Aug 8 2012
By Eleanor McDermid, Senior MedWire Reporter
The finding of new ischemic lesions in patients with hypertensive intracerebral hemorrhage (ICH) identifies patients at the greatest need of preventive therapy, research published in Neurology suggests.
"Proof of ischemia in the setting of acute ICH has real implications and may lead to a new therapeutic paradigm: modifying the risk of secondary ischemia following ICH in order to reduce recurrent stroke risk and improve long-term outcomes," say Shyam Prabhakaran (Rush University Medical Center, Chicago, Illinois, USA) and Kevin Sheth (University of Maryland School of Medicine, Baltimore, Maryland, USA), authors of an accompanying editorial.
They add: "While routine antithrombotic therapy after ICH is controversial, the authors' findings suggest that, using [magnetic resonance imaging], we may be able to identify those ICH patients who may most benefit from secondary prevention strategies."
Ischemic lesions ‑ those that were remote from the ICH and the area of perihematomal edema ‑ were relatively common in this study, appearing in 26.8% of the 97 patients who underwent diffusion-weighted magnetic resonance imaging (DWI) 5 days after onset. About three-quarters were found in the subcortical white matter or brainstem.
All the lesions were smaller than 3 mm and bore no relation to patients' symptoms or condition.
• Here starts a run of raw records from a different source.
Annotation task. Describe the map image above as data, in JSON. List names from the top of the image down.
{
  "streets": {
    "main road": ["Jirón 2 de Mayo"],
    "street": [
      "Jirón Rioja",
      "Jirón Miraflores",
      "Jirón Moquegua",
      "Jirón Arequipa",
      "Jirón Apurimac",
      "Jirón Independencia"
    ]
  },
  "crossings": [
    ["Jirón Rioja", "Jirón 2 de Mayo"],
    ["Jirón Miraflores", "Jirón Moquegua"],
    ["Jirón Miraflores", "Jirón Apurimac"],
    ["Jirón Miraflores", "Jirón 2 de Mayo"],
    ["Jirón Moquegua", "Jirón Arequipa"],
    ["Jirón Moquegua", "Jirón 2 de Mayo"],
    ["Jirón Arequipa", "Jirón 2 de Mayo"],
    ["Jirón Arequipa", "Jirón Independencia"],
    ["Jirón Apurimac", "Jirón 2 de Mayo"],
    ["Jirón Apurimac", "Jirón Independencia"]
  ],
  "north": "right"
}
Yet study author Dong-Wha Kang (University of Ulsan College of Medicine, Seoul, South Korea) and colleagues found that patients with these lesions had a significantly increased risk for the composite outcome of ischemic or hemorrhagic stroke or vascular death over a median follow up of 42 months.
In multivariate analysis, the risk was elevated 5.69- or 9.33-fold, depending on the statistical method used (inverse-probability-of-treatment weighting and bootstrap resampling, respectively).
Prabhakaran and Sheth remark that the findings "strengthen the notion that a small vessel microangiopathy, due to chronic hypertension or cerebral amyloid angiopathy, may contribute to ischemic and hemorrhagic presentations in rapid sequence in a minority of patients."
Of note, new ischemic lesions did not predict patients' 3-month outcomes, contrary to previous study findings.
The editorialists say that several patient- and treatment-related factors could account for this discrepancy. "Clarifying the complex interactions between lowering of blood pressure, hematoma expansion, and DWI lesions will be important and might alter our current approach to blood pressure management in ICH."